The pay was barely enough to keep him going, so in the mid 1840s he was asked back to Bury St. Edmunds to take over the daily operation of the inn. There he found some old brewing equipment that hadn’t been used for a century or so, and he thought that with the coming of free trade the great debate of the day would come a removal of the malt tax, and a change in the laws that forbade the inn from selling beer. He persuaded his mother-in-law to buy vast amounts of barley grain to make beer the moment the laws were changed.
Free trade came, but no change in the malt tax. So the barley rotted in sacks behind the inn, and Henry had no choice but to turn to writing again to try and pay back his mother-in-law. But while he wrote plenty more, it just didn’t bring enough money.
His mother-in-law banished him from seeing his wife and children and gave the hotel management to a family of illiterates (who eventually signed Henry’s death certificate, with an X) and Cockton got sick and died.
Cockton’s daughter probably died in infancy and his son refused to talk about him but made known his sentiments when he tried, in 1884, to prevent a commemorative plaque from going up in the cemetery where Cockton was buried. The bestselling author was given a pauper’s funeral and buried in an unmarked grave, its exact location unknown even today.
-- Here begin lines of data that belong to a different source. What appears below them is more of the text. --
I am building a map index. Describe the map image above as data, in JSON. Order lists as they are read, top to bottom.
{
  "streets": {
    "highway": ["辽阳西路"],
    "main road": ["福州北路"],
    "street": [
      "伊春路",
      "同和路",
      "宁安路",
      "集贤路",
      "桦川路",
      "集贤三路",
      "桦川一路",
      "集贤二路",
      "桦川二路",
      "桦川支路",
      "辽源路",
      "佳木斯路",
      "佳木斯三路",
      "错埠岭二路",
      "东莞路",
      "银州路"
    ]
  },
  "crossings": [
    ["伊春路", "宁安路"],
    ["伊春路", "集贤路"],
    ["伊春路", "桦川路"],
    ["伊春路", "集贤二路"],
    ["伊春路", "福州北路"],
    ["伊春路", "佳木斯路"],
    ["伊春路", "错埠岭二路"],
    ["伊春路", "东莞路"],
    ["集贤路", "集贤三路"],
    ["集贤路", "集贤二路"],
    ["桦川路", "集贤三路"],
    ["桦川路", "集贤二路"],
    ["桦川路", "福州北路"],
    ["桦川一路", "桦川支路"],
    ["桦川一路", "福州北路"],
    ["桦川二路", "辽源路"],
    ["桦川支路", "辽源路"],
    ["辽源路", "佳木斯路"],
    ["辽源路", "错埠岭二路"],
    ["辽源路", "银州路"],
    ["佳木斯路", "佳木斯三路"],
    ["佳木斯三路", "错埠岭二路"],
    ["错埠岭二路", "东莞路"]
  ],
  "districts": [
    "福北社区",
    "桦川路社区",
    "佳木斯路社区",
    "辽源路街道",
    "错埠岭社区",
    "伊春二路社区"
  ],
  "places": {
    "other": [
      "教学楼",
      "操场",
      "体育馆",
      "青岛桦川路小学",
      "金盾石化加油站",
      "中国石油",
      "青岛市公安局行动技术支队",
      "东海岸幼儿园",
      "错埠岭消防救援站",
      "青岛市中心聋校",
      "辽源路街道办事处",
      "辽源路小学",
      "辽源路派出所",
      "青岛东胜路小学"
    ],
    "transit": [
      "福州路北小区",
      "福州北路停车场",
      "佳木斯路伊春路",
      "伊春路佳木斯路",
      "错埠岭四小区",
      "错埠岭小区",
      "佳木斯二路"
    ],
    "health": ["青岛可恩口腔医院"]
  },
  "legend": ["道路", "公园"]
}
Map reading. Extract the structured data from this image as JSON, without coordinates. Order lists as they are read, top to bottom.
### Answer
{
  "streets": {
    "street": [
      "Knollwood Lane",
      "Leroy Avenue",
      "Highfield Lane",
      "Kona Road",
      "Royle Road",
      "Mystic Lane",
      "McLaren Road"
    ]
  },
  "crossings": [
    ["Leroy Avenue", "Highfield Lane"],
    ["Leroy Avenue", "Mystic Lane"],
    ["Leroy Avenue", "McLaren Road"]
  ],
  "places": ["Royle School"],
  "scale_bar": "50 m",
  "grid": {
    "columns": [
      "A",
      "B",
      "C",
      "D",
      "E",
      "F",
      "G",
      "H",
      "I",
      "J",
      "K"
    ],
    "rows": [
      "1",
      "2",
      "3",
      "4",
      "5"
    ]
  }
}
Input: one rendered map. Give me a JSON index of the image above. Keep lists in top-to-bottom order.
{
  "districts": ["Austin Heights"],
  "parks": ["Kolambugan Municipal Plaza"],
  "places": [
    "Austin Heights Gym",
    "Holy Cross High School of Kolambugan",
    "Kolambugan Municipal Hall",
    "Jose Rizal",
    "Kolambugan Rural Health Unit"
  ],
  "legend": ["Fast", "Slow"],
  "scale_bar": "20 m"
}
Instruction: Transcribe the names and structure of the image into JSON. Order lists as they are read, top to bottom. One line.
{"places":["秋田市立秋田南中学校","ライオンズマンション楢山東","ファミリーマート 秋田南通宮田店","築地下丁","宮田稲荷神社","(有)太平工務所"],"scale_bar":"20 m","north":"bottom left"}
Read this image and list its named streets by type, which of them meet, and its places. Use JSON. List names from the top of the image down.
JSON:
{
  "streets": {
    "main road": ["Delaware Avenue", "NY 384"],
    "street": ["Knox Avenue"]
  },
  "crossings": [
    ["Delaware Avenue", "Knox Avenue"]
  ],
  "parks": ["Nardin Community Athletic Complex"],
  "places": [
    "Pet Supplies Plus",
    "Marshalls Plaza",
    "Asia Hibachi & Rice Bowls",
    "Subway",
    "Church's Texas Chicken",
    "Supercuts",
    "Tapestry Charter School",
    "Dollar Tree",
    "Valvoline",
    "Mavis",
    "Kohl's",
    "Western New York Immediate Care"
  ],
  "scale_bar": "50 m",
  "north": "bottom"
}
Fortunately, the careers of Cockton and Davies could not be further apart. Davies enjoyed critical and financial success with his internationally bestselling books. Historically speaking, Davies knew practically none of this tale of Cockton’s tragic life. But, a devoted Jungian, Davies knew it through his highly developed intuition. His insights as a man will be missed, while his books will live on to give readers pleasure for years.